(Dataset items)
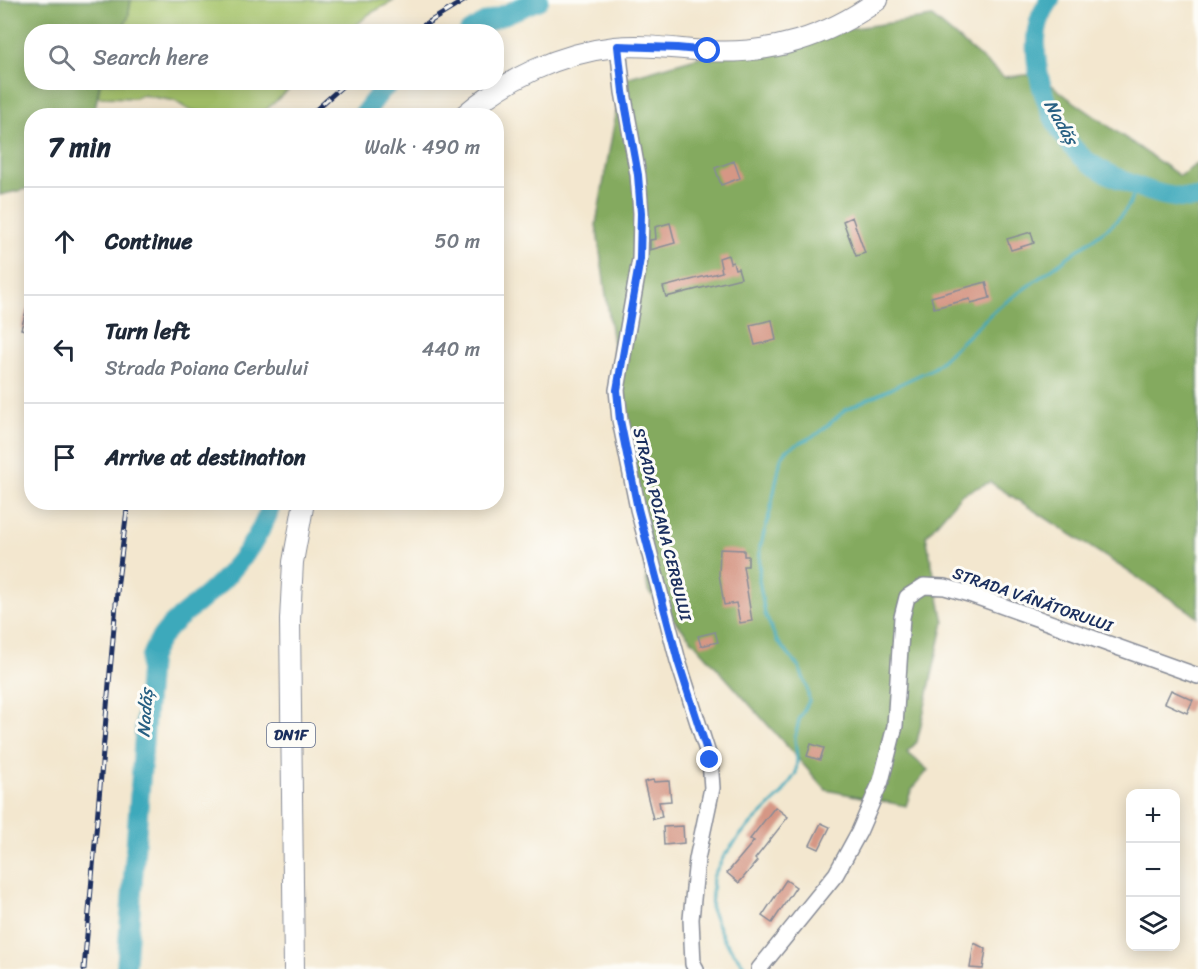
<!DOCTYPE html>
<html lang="en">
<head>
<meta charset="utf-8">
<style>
	:root { --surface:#fff; --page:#f6f6f7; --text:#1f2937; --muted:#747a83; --line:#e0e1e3 }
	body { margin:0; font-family:Sriracha,sans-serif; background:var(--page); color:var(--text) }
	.controls { position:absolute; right:18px; bottom:18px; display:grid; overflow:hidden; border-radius:12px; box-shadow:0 3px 15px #0003 }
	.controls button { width:54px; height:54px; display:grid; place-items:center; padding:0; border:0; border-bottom:2px solid var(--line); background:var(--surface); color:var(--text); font:30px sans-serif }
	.stop { position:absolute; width:18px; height:18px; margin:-14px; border:4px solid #2563eb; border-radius:50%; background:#fff }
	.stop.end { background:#2563eb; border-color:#fff; box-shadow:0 2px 6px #0008 }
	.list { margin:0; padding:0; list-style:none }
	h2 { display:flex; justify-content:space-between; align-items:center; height:78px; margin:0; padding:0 24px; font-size:26px }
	h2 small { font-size:20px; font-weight:400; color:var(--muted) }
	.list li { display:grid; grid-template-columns:39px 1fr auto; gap:18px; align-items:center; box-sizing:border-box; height:108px; padding:0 24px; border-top:2px solid var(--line) }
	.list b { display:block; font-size:22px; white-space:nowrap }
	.list p { margin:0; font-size:20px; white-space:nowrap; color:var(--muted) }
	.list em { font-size:20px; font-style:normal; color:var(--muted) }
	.icon { flex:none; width:33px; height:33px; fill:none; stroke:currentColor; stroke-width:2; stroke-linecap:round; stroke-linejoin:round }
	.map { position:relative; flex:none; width:1198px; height:969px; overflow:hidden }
	.search { position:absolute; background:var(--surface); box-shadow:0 3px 15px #0003; left:24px; top:24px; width:480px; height:66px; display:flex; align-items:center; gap:15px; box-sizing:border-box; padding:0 21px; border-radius:24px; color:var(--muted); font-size:22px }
	.panel { position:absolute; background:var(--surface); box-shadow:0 3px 15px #0003; left:24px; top:108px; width:480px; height:402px; border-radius:24px }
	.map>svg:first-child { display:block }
	.green { fill:#a6c46b; stroke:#607a64; stroke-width:1.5 }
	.forest { fill:#84aa5f; stroke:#506c5e; stroke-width:1.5 }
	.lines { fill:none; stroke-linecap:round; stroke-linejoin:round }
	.stream { stroke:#3ca9bb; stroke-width:3 }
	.river { stroke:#3ca9bb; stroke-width:20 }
	.building { fill:#d59785 }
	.minor-casing { stroke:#878b96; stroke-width:18 }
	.major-casing { stroke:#878b96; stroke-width:22 }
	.minor { stroke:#fff; stroke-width:15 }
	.major { stroke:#fff; stroke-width:20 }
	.rail-casing { stroke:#1b2f5e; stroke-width:5 }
	.rail { stroke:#fdfcf7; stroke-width:3; stroke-dasharray:9; stroke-linecap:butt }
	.route { stroke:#2563eb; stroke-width:8 }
	.labels { text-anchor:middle; stroke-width:6; stroke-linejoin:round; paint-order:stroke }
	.shield { fill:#fdfcf7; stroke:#5f6c8c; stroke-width:1.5 }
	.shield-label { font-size:15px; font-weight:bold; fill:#1b2f5e }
	.street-label { font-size:16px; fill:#1b2f5e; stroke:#fdfcf7 }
	.water-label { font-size:18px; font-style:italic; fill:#286083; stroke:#fdfcf7 }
</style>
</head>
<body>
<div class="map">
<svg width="1198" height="969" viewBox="0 0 1198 969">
	<rect width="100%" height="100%" fill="#fdfcf7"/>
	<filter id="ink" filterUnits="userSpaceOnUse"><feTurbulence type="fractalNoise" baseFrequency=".0167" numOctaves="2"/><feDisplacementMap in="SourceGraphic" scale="12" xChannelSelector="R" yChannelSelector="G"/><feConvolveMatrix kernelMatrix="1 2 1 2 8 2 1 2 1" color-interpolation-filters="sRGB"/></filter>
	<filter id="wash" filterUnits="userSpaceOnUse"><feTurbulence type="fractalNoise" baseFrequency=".008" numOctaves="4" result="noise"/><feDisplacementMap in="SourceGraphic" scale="24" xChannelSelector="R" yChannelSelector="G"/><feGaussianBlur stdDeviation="1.35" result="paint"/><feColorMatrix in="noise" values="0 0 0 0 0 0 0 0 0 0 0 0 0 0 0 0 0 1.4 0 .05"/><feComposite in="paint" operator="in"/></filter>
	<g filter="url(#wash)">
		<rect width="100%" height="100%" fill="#f3e7cf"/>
		<path class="green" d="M131 0H395L369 14 350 31 120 32 128 18Z
			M100 83H296L260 115H217L189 110 175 101 142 95 134 98 98 97Z"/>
		<path class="forest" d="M0 0H131L128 18 120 31 32 32V82L100 83 94 115 32 116 31 188 0 195Z
			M932 17 1004 77 1038 74 1067 97 1180 176 1198 163V618L1188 610 990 482 962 494 926 536 944 622 917 742 907 752 928 770 911 791 906 806 826 790 648 591 596 224 622 79 748 43Z"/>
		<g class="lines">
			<path class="stream" d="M747 969 724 940 711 909 713 877 724 856 743 832 782 794 796 773 797 759 795 738 799 720 809 701 807 687 799 667 777 641 765 614 759 580 760 547 770 512 781 458 788 449 819 433 845 410 934 368 995 310 1112 225C1125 212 1133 203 1135 185"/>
			<path class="river" d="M1050 0C1047 5 1043 11 1041 16 1024 59 1051 134 1087 161 1102 172 1119 179 1136 186 1156 194 1176 200 1198 198
				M469 32 484 23 539 0
				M362 116 381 91 391 82
				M126 969 150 659C162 626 183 616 208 594 235 570 262 537 272 502"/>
		</g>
		<g id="blocks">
			<path class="building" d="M734 161 740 178 721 185 715 168Z
				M852 217 865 253 856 256 843 221Z
				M670 223 675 243 650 250V240L656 239 655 227Z
				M1031 232 1034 243 1011 250 1007 239Z
				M728 255 730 263 733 262 735 269 738 268 741 278 666 297 663 287 722 272 719 258Z
				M986 282 990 298 971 303 970 299 934 308 931 297Z
				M29 301H32V332L21 329Z
				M772 320 776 340 755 345 750 325Z
				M720 549 744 550V556H748V566H743L752 621 740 623 736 603 724 605 719 574Z
				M715 632 718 642 701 646 698 636Z
				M1171 690 1193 700 1187 713 1165 703Z
				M811 744 824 748 820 760 807 756Z
				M653 780 654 782 669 781 671 801 659 802 662 817 653 819 644 782Z
				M775 807 788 817 755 859 757 861 739 883 727 873 754 841 750 839Z
				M821 823 830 827 819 849 810 845Z
				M683 826 684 843 664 845 663 827Z
				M786 880 796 887 772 923 762 916Z
				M974 943 986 949 983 969 970 968Z"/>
		</g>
	</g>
	<g filter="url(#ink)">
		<use href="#blocks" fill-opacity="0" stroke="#878b96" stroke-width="1.5"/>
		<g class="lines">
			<defs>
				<path id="minor" d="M618 46 623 92 638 175 641 213 640 259 617 390 620 420 638 509 678 661 710 760 712 788 697 859 691 919 693 964 696 969
					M759 969 836 874 859 832 881 781 895 726 902 617 907 597 924 586 945 587 969 594 1198 676"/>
				<path id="major" d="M463 116C506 79 559 53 615 47 646 44 676 49 707 51 769 55 828 37 878 0
					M294 969 290 620 293 562 304 502"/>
			</defs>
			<use href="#minor" class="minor-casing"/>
			<use href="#major" class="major-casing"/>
			<use href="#minor" class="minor"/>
			<use href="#major" class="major"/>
			<defs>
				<path id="rail" d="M413 32 465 0
					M309 116 347 82
					M84 969 118 581 128 502"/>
			</defs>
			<use href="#rail" class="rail-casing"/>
			<use href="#rail" class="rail"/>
		</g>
	</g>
	<g class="lines" filter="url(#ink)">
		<path class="route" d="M708 51 677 48 618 46 623 92 638 175 641 213 640 259 617 390 620 420 638 509 678 661 710 760"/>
	</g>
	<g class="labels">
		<rect class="shield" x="267" y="723" width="48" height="24" rx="4.5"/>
		<g class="shield-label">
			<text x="291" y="740">DN1F</text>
		</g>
		<g class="street-label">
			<text transform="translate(663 524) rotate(76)" y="6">STRADA POIANA CERBULUI</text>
			<text transform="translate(1033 599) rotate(19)" y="6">STRADA VÂNĂTORULUI</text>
		</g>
		<g class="water-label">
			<text transform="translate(1061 122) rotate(60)" y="6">Nadăș</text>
			<text transform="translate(145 713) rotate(-86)" y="6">Nadăș</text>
		</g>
	</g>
</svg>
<div class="controls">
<button>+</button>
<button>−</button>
<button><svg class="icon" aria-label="layers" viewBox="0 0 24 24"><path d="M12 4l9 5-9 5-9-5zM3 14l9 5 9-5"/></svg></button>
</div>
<div class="stop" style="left:708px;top:51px"></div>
<div class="stop end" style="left:710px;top:760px"></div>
<div class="search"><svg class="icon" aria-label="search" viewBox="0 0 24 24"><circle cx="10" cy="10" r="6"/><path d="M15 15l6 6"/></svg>Search here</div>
<section class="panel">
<h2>7 min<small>Walk · 490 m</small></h2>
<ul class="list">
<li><svg class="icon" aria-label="ahead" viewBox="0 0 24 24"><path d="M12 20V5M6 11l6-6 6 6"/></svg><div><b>Continue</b></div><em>50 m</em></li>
<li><svg class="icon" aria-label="left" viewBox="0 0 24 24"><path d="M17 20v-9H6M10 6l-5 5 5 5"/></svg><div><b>Turn left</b><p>Strada Poiana Cerbului</p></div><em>440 m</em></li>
<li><svg class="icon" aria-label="arrive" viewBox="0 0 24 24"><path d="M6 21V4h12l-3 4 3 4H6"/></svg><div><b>Arrive at destination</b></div></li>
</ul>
</section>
</div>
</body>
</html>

Task statement:
Search the data for the string "solid". List each line that has it.

Result for this exercise:
	.controls button { width:54px; height:54px; display:grid; place-items:center; padding:0; border:0; border-bottom:2px solid var(--line); background:var(--surface); color:var(--text); font:30px sans-serif }
	.stop { position:absolute; width:18px; height:18px; margin:-14px; border:4px solid #2563eb; border-radius:50%; background:#fff }
	.list li { display:grid; grid-template-columns:39px 1fr auto; gap:18px; align-items:center; box-sizing:border-box; height:108px; padding:0 24px; border-top:2px solid var(--line) }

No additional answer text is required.